* How to complete this task:
For the records below, tally every line that has the word "body" and reply with the number alone.

* Information:
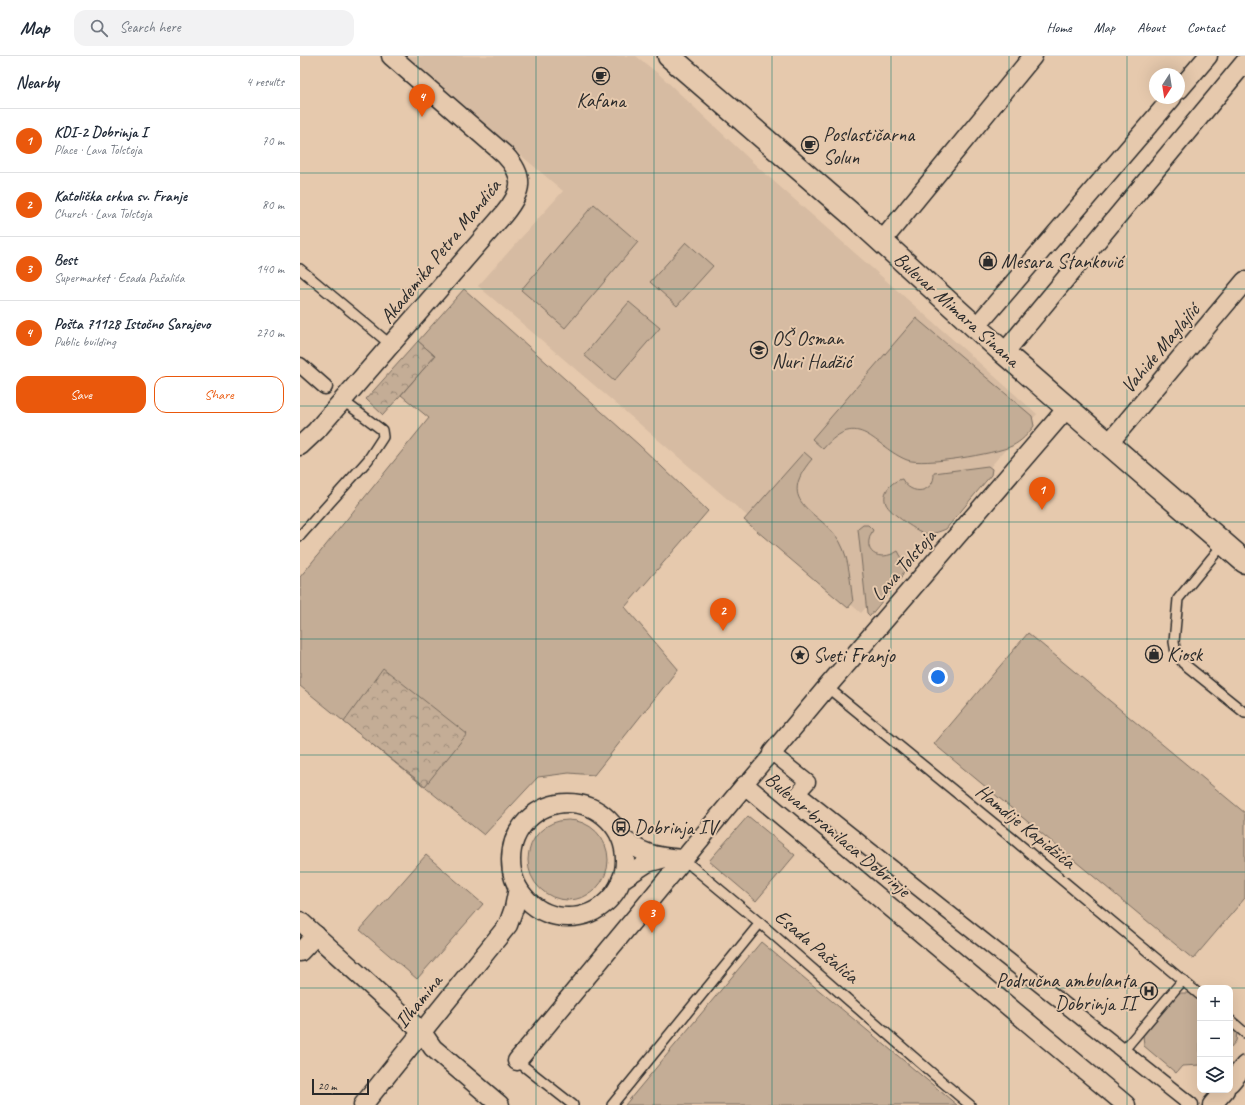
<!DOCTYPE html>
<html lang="en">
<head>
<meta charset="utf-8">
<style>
  :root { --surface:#fff; --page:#f2f2f3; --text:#1f2937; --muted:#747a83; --line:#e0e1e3; --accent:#ea580c }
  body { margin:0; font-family:Caveat,sans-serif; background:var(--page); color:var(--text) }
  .controls { position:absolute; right:12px; bottom:12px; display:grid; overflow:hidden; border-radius:8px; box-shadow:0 4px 16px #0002 }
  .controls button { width:36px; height:36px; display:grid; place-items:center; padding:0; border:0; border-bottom:1px solid var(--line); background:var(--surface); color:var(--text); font:20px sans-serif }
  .compass { position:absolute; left:849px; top:12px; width:36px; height:36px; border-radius:50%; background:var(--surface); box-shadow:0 4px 16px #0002; rotate:192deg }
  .scale { position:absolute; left:12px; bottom:10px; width:57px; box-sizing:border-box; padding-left:4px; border:2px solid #2b2b2b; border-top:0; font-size:11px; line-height:14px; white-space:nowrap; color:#2b2b2b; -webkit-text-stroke:3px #e6c9ad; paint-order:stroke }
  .you { position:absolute; left:638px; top:621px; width:14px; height:14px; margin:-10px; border:3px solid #fff; border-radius:50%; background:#1a73e8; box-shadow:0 0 0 6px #1a73e833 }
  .badge { display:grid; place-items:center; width:26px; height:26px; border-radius:50%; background:var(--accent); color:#fff; font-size:13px; font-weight:700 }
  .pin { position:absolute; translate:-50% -33px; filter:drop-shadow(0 1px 2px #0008) }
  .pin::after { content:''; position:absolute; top:21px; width:14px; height:12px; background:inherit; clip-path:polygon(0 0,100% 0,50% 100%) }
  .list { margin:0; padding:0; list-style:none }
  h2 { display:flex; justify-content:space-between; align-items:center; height:52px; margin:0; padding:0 16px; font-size:17px }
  h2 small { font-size:13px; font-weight:400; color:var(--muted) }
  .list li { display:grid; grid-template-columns:26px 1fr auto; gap:12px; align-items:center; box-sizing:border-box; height:64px; padding:0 16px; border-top:1px solid var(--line) }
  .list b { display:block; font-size:15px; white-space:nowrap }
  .list p { margin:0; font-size:13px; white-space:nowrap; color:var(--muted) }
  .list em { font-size:13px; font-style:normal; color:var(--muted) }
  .actions { display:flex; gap:8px; padding:12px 16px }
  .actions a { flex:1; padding:9px 0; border:1px solid var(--accent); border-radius:12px; text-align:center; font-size:14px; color:var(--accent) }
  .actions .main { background:var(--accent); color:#fff }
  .icon { flex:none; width:22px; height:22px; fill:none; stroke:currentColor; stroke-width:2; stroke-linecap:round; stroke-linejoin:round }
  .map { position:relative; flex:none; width:945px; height:1049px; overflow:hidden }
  header { display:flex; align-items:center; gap:24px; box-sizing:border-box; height:56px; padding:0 20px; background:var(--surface); border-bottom:1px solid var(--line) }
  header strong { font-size:19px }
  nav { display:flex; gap:22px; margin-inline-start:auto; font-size:14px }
  .search { width:280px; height:36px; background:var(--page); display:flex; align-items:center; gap:10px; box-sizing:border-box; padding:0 14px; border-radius:12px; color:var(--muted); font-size:15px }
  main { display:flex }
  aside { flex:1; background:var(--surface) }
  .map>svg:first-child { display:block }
  .built { fill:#d6bba2 }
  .grass { fill:#c4ad96; stroke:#786c60 }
  .park { fill:url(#park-crowns); stroke:#786c60 }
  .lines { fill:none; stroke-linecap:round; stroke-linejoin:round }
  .service-casing { stroke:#2b2b2b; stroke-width:12 }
  .pedestrian-casing { stroke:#2b2b2b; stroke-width:17 }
  .minor-casing { stroke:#2b2b2b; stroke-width:21 }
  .tertiary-casing { stroke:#2b2b2b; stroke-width:25 }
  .service { stroke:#e6c9ad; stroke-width:9 }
  .pedestrian { stroke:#e6c9ad; stroke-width:14 }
  .minor { stroke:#e6c9ad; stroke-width:18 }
  .tertiary { stroke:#e6c9ad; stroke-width:22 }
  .grid { fill:none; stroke:#0f766e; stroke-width:1; stroke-opacity:0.55 }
  .labels { text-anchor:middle; stroke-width:4; stroke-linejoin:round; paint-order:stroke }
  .poi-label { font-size:20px; fill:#2b2b2b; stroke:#e6c9ad; text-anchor:start }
  .street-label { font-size:20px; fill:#2b2b2b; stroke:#e6c9ad }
</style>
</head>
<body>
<header>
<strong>Map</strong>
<div class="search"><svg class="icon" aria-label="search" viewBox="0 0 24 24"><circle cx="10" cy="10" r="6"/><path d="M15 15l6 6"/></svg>Search here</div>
<nav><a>Home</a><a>Map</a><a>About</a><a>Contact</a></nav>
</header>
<main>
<aside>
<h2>Nearby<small>4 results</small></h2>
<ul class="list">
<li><span class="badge">1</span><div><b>KDI-2 Dobrinja I</b><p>Place · Lava Tolstoja</p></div><em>70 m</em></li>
<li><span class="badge">2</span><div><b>Katolička crkva sv. Franje</b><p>Church · Lava Tolstoja</p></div><em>80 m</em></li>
<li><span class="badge">3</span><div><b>Best</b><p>Supermarket · Esada Pašalića</p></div><em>140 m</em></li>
<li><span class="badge">4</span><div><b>Pošta 71128 Istočno Sarajevo</b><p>Public building</p></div><em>270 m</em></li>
</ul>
<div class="actions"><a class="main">Save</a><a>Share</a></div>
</aside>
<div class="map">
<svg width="945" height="1049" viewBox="0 0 945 1049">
  <defs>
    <pattern id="park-crowns" width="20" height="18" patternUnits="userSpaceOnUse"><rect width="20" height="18" fill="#c4ad96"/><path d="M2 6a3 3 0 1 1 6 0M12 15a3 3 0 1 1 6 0" fill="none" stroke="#9f8d7b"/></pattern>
  </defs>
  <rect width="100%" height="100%" fill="#e6c9ad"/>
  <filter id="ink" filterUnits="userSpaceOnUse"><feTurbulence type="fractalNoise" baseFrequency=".025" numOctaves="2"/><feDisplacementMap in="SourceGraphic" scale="8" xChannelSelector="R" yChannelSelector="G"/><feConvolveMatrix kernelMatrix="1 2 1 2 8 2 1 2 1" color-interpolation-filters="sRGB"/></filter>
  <g filter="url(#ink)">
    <!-- built -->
    <path class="built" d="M 104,0 L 336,0 L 361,20 L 461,114 L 737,358 L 561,557 L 178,230 L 263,135 Z"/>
    <!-- grass -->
    <g class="grass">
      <path d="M 294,148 L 338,186 L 265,272 L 221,234 Z"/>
      <path d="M 386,186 L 413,210 L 377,250 L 350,226 Z"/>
      <path d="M 164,233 L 339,389 L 408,455 L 325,551 L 378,613 L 294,719 L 269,717 L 238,721 L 184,779 L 0,630 L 0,521 L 129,362 L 101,339 L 135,300 L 118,285 Z"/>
      <path d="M 329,246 L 360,272 L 314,325 L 284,299 Z"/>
      <path d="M 616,262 L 732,360 L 734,370 C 728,378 722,385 712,390 C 695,398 623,410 607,404 C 574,391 559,351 523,393 L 512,383 Z"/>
      <path d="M 504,396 L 512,403 C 473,449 521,454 540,486 C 550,504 550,527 553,546 L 548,552 L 444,464 Z"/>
      <path d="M 688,410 L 692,413 L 691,419 L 646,473 C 641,475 634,478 628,478 C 619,478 589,456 586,448 C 581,436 592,425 602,423 C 611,441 635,437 634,417 Z"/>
      <path d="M 563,469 L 568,469 L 573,474 C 560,496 579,507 598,495 L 606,510 L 601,522 L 570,560 L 567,557 L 558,473 Z"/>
      <path d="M 728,577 L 945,757 L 945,842 L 893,903 L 634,688 Z"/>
      <path d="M 448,760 L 495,799 L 456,845 L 409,805 Z"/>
      <circle cx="268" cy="804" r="40"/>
      <path d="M 126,799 L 183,848 L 117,923 L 60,874 Z"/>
      <path d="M 461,886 L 657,1049 L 325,1049 Z"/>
      <path d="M 877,937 L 890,937 L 900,945 L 900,1009 L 882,1010 L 876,1017 L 844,990 L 843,979 Z"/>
      <path d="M 930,970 L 937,976 L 936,985 L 930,992 Z"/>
    </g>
    <!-- park -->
    <g class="park">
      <path d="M 118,285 L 135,300 L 83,359 L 66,343 Z"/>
      <path d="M 83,612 L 167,678 L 125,730 L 44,666 Z"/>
    </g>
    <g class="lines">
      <!-- service casing -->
      <g class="service-casing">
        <g id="service">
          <path d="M 0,213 L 91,289"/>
          <path d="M 0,480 L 68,404 L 83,381 L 82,374 L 42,344"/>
          <path d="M 924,487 L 878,543 L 874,586 L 876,597 L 883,607 L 945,657"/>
          <path d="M 527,631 L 713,783 L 900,939"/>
          <path d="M 383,803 L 460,867"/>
          <path d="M 930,964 L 945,977"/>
          <path d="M 823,995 L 883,924"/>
          <path d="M 217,1005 L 273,1049"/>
          <path d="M 312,1049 L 460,867 L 633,1018 L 670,1049"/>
        </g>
      </g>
      <!-- pedestrian casing -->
      <g class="pedestrian-casing">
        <g id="pedestrian">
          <path d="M 0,309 L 25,331"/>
          <path d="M 445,729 L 472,697 L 508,726 L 498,737 L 891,1049"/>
        </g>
      </g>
      <!-- minor casing -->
      <g class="minor-casing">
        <g id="minor">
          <path d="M 879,34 L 908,0"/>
          <path d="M 582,185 L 733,0"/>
          <path d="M 676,271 L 872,42"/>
          <path d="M 704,297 L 945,6"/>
          <path d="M 809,387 L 945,225"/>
          <path d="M 0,390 L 16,375 L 204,158 C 222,136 226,121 205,99 L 91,0"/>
          <path d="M 472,697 L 527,631 L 768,351"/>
          <circle cx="268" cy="804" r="57"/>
          <path d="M 320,780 C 340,798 356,801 383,803"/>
          <path d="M 321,824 L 347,807 L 365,802"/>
          <path d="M 0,865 L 122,976 L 133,992 L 200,1049"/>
          <path d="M 0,896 L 16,879"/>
          <path d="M 217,1005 L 445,729 L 826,1049"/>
          <path d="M 930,1027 L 945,1009"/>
          <path d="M 63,1049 L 208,869 L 214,852 L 218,832"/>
          <path d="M 912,1049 L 925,1034"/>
        </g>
      </g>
      <!-- tertiary casing -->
      <g class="tertiary-casing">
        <path id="tertiary" d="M 369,0 L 556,162 L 704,297 L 945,506"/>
      </g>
      <!-- service -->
      <use href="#service" class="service"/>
      <!-- pedestrian -->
      <use href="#pedestrian" class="pedestrian"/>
      <!-- minor -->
      <use href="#minor" class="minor"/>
      <!-- tertiary -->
      <use href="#tertiary" class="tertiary"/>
    </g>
  </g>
  <!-- grid -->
  <path class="grid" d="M 118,0 L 118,1049M 236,0 L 236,1049M 354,0 L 354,1049M 472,0 L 472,1049M 591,0 L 591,1049M 709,0 L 709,1049M 827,0 L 827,1049M 0,117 L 945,117M 0,233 L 945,233M 0,350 L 945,350M 0,466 L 945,466M 0,583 L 945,583M 0,699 L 945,699M 0,816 L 945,816M 0,932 L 900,932M 930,932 L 945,932"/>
  <!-- icons -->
  <defs>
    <g id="cafe-ring" transform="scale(0.9)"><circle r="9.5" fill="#e6c9ad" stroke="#2b2b2b" stroke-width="1.5"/><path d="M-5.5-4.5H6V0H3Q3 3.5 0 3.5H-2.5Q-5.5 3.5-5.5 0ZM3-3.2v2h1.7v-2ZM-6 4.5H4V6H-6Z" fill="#2b2b2b"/></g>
    <g id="shop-ring" transform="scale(0.9)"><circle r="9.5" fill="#e6c9ad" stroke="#2b2b2b" stroke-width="1.5"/><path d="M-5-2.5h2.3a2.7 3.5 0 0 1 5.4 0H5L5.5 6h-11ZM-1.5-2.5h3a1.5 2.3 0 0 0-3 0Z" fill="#2b2b2b"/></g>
    <g id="school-ring" transform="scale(0.9)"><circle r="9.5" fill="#e6c9ad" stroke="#2b2b2b" stroke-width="1.5"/><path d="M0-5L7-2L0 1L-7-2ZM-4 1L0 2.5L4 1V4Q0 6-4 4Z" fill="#2b2b2b"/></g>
    <g id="sight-ring" transform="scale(0.9)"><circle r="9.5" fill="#e6c9ad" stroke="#2b2b2b" stroke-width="1.5"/><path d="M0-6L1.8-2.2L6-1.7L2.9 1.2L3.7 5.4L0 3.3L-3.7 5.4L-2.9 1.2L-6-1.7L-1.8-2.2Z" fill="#2b2b2b"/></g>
    <g id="bus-ring" transform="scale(0.9)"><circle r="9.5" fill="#e6c9ad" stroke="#2b2b2b" stroke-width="1.5"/><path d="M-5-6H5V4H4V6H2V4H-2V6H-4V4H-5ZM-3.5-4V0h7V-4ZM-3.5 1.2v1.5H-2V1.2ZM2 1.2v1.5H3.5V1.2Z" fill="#2b2b2b"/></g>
    <g id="hospital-ring" transform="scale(0.9)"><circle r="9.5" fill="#e6c9ad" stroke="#2b2b2b" stroke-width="1.5"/><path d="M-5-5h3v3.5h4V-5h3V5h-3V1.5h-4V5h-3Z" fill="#2b2b2b"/></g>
  </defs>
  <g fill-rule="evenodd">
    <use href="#cafe-ring" x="301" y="20"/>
    <use href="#cafe-ring" x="510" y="89"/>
    <use href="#shop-ring" x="688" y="205"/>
    <use href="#school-ring" x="459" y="294"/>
    <use href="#shop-ring" x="854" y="598"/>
    <use href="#sight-ring" x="500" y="599"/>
    <use href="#bus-ring" x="321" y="771"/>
    <use href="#hospital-ring" x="849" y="935"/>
  </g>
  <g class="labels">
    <!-- poi labels -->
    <g class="poi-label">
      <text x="301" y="51" text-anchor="middle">Kafana</text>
      <text x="523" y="85">Poslastičarna<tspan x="523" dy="23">Solun</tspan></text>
      <text x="701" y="212">Mesara Stanković</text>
      <text x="472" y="289">OŠ Osman<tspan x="472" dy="23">Nuri Hadžić</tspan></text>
      <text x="867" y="605">Kiosk</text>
      <text x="513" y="606">Sveti Franjo</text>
      <text x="334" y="778">Dobrinja IV</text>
      <text x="836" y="931" text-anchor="end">Područna ambulanta<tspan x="836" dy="23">Dobrinja II</tspan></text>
    </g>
    <!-- street labels -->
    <g class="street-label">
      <text transform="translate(140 195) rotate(-51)" y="7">Akademika Petra Mandića</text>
      <text transform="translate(657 253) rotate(42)" y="7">Bulevar Mimara Sinana</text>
      <text transform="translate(860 292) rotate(-50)" y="7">Vahide Maglajlić</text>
      <text transform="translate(603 509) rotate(-49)" y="7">Lava Tolstoja</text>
      <text transform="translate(726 770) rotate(39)" y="7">Hamdije Kapidžića</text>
      <text transform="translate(538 778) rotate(40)" y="7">Bulevar branilaca Dobrinje</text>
      <text transform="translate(517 890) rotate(40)" y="7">Esada Pašalića</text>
      <text transform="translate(118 945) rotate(-51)" y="7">Ilhamina</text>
    </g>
  </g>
</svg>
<div class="controls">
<button>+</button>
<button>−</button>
<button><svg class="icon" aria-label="layers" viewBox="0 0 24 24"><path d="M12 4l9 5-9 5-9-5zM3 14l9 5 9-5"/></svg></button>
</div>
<svg class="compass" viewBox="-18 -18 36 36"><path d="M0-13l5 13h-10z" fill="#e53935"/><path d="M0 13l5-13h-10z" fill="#747a83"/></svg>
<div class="scale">20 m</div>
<div class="you"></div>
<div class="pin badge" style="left:742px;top:454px">1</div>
<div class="pin badge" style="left:423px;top:575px">2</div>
<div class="pin badge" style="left:352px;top:877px">3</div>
<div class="pin badge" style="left:122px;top:61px">4</div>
</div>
</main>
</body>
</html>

* Answer below:
3